# Diamond Bows



## brittanypoint (Feb 15, 2009)

I am looking at a Diamond bow. I have shot a reflex for two years and enjoyed it. The diamond shoots nice but I am looking for people who know how well they hold up to use and so on. I dont want to spend the money on something that is going to be a piece of junk. Plus I am on a tight budget. Anyone with any ideas??


----------



## honkerslayr (Dec 14, 2006)

well they are great bows....made by bowtech. I've shot the diamond black Ice and Marquis, if you are looking for a good bow on a budget look at the Marquis by Diamond.


----------



## londonarrow (Feb 25, 2009)

As far as I'm concerned there isn't a better line of bows then Bow Tech and Diamond Bows.


----------



## MJ (Mar 27, 2008)

I have a Black Ice.
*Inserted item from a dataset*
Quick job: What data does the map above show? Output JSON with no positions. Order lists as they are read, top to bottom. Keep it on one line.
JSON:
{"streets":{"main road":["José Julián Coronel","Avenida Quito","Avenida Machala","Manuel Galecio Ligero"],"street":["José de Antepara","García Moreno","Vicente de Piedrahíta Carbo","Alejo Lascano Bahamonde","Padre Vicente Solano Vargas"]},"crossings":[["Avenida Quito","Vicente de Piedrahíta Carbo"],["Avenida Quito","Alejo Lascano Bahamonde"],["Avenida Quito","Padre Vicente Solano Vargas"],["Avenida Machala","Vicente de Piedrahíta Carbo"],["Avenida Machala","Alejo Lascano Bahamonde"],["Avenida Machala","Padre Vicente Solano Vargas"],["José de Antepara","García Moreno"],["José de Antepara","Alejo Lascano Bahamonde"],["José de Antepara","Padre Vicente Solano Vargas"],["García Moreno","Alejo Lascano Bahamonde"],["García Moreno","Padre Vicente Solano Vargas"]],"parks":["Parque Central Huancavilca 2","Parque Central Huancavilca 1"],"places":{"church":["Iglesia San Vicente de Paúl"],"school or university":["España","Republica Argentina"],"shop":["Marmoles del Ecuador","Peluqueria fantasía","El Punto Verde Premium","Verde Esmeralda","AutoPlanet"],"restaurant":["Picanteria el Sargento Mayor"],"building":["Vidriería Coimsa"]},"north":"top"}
My coments would be very smooth draw. Very accurate for a short ata. One of the quietest. I added a string stabilizer. One of the best values in a hunting bow. Hard to go wrong IMO.


----------



## Hitch (Oct 19, 2004)

I ditto that on the Black Ice. It has been very durable through two seasons also. Not the fastest but a great hunting bow.


----------



## redwingnut22 (Jan 1, 2006)

I also shoot the Black Ice. I shot a Reflex, and sold it because I liked the Black Ice so much. Smooth draw, Rock solid back wall, and very quiet. It's not a speedy bow, but mine IBOed at 300fps. I shot the Black Ice, then right away shot the Marquis, and I liked the Black Ice better, plus it was cheaper. I'm putting a Posten Stabilizer on it soon www.jimposten.com. I'm sure you will be very happy with a Diamond bow!


----------



## brittanypoint (Feb 15, 2009)

Thanks for your help guys. I just got it on monday and since the weather has been miserable here i have been shooting in my basement. I got the black ice and love it. Its fast smooth and quiet. Any recommendations on carbon arrows??


----------



## redwingnut22 (Jan 1, 2006)

I shoot Goldtip XT Hunter 55/75 100gr feild tip. My dad has the same bow and shoots CX Maxima's He got them free that is why he shoots them, otherwise he would be shooting Goldtip. I prefer Goldtip because they are made in the USA! If you need a stabilizer check out www.jimposten.com. I met him the other day, and he hand makes his own stabilizers, and they are awesome!


----------



## brittanypoint (Feb 15, 2009)

I have shot an s-coil stabilizer since i started. it works for me. I checked out his sight and it was very interesting. When the economy picks back up i will look into his stuff alot harder. I dont have a local bow shop, best place to shop for arrows. Besides cabelas?


----------



## honkerslayr (Dec 14, 2006)

GOOD CHOICE!!!!! I'm glad to hear u got it. When I shot it about 5 times i thought it was very smooth drawing as you said. IMO its made by bowtech.....but IMO it's just as good, (as it should be) just cheaper. Great bow and if I had the cash I would definitely buy one!


----------